Jackson was incredibly lucky. The first U.S. President to be the victim of an assassination attempt, he was the only one to be attacked at point-blank range with not one but two weapons. The mathematical odds of both guns misfiring in a single attempt have been calculated at 125,000 to 1. Given the range of the attempt and the crude medical care available in the 1830s, if one of Lawrence’s bullets had found its mark, it’s very likely Andrew Jackson would have been the first President to die in office. Martin Van Buren would probably have succeeded him. (In actual history Van Buren did succeed Jackson, but through election, not assassination).
Why did Lawrence do it? The answer is pretty simple and obvious: he was nuts. Age 35, a sometime house-painter born in England, Lawrence seems to have developed mental problems in the early 1830s, possibly as a result of fumes from the paints he worked with. He shuttled back and forth between England and the United States and at one point seems to have believed he was King Richard III. As such, he had it in his mind somehow that the government of the U.S. owed him money on some sort of estates he thought he owned in England. Jackson, of course, was very much against the charter of the Bank of the United States; destroying it was the issue he was re-elected on in 1832. Lawrence evidently believed that Van Buren would be more sympathetic to his claims and forthcoming with the cash, so he endeavored to put Van Buren in office.
At the time of the assassination attempt, Andrew Jackson was returning from the funeral of South Carolina Congressman Warren R. Davis, who died the previous day. His funeral was held in the Capitol.
Francis Scott Key, author of the lyrics to “The Star-Spangled Banner,” prosecuted Lawrence at his trial in April 1835. At various points during the trial Lawrence laughed at inappropriate times and went on bizarre nonsensical rants.

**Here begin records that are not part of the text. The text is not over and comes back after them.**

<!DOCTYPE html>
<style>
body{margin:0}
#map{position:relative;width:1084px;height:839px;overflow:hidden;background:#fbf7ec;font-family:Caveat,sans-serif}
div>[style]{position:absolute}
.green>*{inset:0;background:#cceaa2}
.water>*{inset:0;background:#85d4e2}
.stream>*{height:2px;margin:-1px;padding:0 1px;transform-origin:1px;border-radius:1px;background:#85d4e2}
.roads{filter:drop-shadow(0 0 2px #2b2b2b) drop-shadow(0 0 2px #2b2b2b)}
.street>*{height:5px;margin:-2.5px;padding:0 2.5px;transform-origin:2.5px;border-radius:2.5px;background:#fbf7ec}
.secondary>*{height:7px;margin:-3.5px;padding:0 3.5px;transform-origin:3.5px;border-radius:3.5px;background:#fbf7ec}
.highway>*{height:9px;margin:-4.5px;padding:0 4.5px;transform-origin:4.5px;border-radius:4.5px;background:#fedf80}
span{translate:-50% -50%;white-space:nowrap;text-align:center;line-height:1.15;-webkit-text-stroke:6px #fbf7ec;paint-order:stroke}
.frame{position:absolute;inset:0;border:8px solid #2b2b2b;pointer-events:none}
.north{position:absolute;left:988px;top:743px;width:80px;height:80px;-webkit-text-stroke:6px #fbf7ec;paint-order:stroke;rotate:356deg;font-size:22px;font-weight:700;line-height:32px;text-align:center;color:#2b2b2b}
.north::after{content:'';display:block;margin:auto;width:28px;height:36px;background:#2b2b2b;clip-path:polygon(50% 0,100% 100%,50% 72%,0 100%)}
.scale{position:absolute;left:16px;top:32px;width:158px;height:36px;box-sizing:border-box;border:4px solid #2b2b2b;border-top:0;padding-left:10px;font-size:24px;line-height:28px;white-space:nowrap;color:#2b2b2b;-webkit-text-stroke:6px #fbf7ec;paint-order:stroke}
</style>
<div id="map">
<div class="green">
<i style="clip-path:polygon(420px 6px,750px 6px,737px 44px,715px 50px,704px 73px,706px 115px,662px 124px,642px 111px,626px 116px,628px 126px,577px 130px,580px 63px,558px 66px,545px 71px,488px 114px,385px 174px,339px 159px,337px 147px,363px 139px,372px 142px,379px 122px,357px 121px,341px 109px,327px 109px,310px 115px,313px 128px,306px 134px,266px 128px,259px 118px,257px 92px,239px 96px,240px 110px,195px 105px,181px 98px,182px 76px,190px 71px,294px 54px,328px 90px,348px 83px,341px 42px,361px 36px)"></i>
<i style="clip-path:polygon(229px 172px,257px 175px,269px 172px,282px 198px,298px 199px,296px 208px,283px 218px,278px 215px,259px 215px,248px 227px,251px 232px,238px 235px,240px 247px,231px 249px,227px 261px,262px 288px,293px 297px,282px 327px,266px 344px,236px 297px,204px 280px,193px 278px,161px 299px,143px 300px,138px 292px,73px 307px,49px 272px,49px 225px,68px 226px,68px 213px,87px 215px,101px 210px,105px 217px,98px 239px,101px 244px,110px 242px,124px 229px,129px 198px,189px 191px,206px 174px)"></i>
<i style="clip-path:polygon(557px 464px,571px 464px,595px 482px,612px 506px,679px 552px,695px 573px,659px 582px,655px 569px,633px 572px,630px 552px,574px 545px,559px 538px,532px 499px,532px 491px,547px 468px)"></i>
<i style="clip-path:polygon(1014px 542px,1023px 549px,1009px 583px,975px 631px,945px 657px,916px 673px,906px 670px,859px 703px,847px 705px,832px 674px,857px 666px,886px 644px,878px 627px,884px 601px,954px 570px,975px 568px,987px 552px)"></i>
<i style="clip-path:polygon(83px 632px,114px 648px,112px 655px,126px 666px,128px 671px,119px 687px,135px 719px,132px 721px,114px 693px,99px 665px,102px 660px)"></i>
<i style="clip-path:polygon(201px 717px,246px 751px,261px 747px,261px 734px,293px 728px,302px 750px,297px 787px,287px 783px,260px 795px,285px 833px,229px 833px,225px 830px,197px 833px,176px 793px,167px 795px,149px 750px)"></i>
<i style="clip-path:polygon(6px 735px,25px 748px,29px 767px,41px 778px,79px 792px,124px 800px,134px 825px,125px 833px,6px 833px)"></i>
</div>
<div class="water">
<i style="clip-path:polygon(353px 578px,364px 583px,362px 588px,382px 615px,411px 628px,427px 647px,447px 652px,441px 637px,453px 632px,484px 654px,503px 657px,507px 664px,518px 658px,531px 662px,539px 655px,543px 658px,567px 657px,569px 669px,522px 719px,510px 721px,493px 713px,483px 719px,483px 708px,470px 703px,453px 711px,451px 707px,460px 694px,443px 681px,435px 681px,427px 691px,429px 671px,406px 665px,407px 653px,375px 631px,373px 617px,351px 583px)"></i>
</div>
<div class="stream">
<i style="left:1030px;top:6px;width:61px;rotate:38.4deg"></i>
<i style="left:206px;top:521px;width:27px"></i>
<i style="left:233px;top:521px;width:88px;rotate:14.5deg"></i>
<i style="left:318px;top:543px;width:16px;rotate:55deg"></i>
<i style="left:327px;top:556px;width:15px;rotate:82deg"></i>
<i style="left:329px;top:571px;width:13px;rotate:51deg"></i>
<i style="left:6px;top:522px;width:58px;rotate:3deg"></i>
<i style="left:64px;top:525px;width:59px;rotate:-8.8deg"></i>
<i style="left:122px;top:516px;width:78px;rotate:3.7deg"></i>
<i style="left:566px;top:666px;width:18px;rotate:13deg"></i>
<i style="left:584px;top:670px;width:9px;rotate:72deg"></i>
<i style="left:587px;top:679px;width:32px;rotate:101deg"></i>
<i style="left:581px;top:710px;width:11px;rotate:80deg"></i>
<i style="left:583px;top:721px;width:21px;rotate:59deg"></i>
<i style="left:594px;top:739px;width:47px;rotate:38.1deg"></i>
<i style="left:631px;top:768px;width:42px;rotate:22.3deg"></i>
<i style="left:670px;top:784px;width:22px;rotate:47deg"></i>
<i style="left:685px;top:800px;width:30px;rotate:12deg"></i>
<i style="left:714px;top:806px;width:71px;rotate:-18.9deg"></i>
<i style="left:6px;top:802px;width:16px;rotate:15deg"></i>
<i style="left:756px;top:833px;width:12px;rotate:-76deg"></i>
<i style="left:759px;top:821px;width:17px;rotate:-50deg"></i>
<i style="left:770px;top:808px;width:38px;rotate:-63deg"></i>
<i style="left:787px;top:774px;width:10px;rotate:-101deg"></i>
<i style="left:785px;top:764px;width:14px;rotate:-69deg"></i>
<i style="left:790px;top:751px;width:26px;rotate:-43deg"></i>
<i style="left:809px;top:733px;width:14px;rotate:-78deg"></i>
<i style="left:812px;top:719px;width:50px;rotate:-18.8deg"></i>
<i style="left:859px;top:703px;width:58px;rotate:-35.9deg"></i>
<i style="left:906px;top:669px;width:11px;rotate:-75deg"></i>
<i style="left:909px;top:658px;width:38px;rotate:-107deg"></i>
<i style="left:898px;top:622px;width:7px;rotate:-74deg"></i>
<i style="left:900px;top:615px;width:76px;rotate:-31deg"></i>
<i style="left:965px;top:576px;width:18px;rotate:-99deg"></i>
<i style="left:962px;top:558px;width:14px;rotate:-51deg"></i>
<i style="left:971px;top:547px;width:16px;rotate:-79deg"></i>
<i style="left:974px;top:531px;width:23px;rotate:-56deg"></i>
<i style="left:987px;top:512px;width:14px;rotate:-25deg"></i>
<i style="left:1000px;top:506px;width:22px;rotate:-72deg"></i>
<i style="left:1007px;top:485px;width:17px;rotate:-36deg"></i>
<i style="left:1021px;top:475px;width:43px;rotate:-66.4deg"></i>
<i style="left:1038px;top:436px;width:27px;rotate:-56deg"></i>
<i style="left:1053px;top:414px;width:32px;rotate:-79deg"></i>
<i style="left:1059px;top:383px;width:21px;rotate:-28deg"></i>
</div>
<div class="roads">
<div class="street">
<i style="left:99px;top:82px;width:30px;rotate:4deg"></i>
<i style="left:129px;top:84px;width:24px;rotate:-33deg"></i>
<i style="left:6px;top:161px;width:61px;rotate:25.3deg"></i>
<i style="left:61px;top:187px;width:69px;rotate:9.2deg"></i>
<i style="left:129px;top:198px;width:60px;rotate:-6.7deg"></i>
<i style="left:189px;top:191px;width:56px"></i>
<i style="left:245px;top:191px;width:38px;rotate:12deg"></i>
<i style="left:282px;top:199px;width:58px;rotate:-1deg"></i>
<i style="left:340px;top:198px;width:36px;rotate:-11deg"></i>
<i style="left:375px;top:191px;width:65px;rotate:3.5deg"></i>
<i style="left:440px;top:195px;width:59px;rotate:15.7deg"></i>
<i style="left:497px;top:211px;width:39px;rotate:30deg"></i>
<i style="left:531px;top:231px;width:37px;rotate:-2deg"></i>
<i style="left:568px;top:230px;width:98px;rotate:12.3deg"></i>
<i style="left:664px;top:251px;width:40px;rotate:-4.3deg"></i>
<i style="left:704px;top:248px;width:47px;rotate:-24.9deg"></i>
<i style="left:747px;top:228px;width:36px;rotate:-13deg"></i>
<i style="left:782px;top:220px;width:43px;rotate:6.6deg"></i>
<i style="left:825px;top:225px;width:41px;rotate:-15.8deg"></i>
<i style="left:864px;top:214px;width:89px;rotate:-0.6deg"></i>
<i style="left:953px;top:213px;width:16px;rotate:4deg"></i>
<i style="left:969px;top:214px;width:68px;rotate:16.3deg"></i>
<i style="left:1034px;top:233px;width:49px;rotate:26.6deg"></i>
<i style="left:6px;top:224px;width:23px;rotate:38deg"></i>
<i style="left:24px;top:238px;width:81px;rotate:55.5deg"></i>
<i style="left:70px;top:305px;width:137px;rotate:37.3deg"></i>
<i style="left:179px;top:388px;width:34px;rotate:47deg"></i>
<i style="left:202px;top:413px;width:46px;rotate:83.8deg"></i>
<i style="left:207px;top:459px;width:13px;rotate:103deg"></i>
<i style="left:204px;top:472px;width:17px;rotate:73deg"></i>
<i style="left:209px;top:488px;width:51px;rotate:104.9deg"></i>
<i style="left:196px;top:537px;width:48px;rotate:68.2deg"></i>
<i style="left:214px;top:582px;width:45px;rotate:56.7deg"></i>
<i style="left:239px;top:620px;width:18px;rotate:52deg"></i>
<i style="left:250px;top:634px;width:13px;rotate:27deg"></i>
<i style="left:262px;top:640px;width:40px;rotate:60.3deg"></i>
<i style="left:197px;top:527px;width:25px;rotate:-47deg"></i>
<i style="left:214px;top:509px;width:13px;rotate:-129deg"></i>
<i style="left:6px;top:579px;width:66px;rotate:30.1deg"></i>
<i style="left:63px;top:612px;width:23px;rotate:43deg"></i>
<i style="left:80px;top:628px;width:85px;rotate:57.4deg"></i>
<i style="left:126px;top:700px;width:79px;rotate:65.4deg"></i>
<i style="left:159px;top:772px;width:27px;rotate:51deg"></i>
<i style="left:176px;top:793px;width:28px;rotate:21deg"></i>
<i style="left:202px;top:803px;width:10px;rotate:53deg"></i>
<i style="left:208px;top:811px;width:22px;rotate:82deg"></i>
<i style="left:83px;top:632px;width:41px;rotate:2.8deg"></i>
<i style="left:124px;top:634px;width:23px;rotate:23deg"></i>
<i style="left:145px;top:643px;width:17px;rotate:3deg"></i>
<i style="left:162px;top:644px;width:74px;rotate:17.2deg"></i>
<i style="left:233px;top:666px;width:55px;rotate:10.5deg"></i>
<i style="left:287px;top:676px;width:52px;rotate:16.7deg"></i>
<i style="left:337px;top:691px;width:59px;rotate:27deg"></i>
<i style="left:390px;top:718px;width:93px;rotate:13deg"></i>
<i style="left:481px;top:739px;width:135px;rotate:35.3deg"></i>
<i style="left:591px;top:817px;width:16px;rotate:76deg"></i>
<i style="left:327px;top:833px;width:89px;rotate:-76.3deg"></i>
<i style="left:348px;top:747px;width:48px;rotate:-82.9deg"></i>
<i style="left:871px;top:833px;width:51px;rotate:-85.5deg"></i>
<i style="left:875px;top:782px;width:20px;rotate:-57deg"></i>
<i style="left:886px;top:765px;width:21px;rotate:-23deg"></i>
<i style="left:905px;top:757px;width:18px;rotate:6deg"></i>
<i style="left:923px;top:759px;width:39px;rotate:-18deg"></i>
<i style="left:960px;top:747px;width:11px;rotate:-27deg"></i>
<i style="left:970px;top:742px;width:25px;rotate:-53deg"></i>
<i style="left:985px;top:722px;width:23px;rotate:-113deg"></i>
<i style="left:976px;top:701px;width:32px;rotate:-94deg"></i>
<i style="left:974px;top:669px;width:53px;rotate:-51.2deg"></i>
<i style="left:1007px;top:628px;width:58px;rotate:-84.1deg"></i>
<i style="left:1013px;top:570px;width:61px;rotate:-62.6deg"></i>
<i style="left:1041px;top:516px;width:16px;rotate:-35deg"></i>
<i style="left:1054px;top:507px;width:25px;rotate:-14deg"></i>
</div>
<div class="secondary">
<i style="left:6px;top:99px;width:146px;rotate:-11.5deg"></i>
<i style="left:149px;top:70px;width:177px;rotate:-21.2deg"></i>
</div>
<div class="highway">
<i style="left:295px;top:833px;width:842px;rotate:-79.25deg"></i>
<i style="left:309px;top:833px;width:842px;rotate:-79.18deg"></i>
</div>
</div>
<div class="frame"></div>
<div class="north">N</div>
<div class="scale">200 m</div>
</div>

The jury, predictably, found him not guilty by reason of insanity. Lawrence was confined to a government insane asylum and spent the rest of his life in institutional custody. At the end of his life he was confined to a newly-built hospital which eventually became St. Elizabeth’s Hospital. More than a century later St. Elizabeth’s would become the permanent home of another unsuccessful (and insane) presidential assassin, John Hinckley, who shot President Ronald Reagan in 1981. He’s still there. Richard Lawrence died in 1861.
As one might imagine, there was plenty of conspiracy lore that swirled around Lawrence’s unsuccessful attempt to ice Andrew Jackson. There was no evidence at all to prove them, but Andrew Jackson himself believed them. He insisted that his political rival, John C. Calhoun, had hired Lawrence to rub him out. The glowing vision of him being a national hero obscures the fact that Jackson was often hot-tempered, irrational, paranoid and reactionary in his thinking. It’s not surprising that he believed there was more to the Lawrence attempt than met the eye.
Incidentally, the notion that the Vice-President would have succeeded Jackson as President if he died was by no means a slam dunk in 1835. When such a situation did finally happen, only six years later when William Henry Harrison died, there was a legitimate Constitutional crisis about whether the Vice-President really was supposed to become President, or whether he was supposed to be some sort of interim caretaker pending a special election. Although John Tyler set the precedent that a Vice-President does in fact succeed to the office, powers and title of the Presidency, the president–er, I mean precedent–was not officially enshrined into the Constitution until the 25th Amendment in 1967. Since then there have been four major assassination attempts against a sitting U.S. President–two against Ford in 1975, one against Reagan in 1981, and a shadowy plot against George W. Bush in 2005–but fortunately none of them succeeded.